EXERCISE REQUIREMENTS:
Print the lines in the listing below that fall between the line with "Instruction: Extract the" and the line with "Instruction: Summarize the", those two lines included, exactly as they stand and with nothing else.

RECORDS TO PROCESS:
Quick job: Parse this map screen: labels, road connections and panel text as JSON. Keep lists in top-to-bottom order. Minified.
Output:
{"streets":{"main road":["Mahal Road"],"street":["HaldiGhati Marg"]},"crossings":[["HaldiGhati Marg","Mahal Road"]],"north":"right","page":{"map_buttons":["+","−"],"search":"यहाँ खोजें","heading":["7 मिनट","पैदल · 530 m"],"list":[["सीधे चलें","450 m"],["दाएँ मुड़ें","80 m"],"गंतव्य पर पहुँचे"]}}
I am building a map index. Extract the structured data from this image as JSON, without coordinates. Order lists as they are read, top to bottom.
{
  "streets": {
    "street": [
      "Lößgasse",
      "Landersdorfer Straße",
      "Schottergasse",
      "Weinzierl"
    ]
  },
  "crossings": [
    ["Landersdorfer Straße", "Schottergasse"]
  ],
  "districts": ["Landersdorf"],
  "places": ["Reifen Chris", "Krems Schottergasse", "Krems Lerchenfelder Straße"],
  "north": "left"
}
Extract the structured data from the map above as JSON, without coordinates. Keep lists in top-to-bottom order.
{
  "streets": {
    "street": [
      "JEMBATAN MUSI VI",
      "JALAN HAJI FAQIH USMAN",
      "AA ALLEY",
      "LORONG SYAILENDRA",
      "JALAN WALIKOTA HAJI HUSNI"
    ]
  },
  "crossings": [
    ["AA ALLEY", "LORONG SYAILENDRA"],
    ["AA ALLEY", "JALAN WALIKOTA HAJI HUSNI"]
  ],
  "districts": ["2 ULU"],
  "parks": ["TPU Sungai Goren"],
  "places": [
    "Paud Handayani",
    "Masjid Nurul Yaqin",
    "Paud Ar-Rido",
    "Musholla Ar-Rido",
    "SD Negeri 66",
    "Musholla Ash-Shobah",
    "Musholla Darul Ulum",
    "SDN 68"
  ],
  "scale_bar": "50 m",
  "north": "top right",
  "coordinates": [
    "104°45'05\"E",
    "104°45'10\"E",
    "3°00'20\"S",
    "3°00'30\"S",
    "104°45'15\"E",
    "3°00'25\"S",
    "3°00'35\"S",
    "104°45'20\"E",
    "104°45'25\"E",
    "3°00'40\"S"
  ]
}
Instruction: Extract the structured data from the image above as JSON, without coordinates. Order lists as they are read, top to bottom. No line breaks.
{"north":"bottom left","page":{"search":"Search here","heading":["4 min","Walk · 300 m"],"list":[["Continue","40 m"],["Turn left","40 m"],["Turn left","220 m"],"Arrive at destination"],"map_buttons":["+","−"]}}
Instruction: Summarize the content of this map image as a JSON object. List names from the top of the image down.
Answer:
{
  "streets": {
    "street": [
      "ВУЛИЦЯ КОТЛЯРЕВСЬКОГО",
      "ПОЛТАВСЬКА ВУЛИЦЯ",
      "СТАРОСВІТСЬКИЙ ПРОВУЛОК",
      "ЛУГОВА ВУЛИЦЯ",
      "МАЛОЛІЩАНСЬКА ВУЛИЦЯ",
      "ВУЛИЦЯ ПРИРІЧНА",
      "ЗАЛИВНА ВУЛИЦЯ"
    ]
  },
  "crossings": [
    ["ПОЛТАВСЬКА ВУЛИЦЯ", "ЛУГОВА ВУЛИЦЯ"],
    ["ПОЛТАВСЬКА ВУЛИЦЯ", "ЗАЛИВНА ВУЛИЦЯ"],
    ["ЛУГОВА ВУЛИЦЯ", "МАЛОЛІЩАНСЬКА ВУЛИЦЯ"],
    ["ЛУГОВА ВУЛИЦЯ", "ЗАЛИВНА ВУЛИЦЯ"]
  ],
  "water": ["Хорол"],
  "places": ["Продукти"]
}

WORKED SOLUTION:
Instruction: Extract the structured data from the image above as JSON, without coordinates. Order lists as they are read, top to bottom. No line breaks.
{"north":"bottom left","page":{"search":"Search here","heading":["4 min","Walk · 300 m"],"list":[["Continue","40 m"],["Turn left","40 m"],["Turn left","220 m"],"Arrive at destination"],"map_buttons":["+","−"]}}
Instruction: Summarize the content of this map image as a JSON object. List names from the top of the image down.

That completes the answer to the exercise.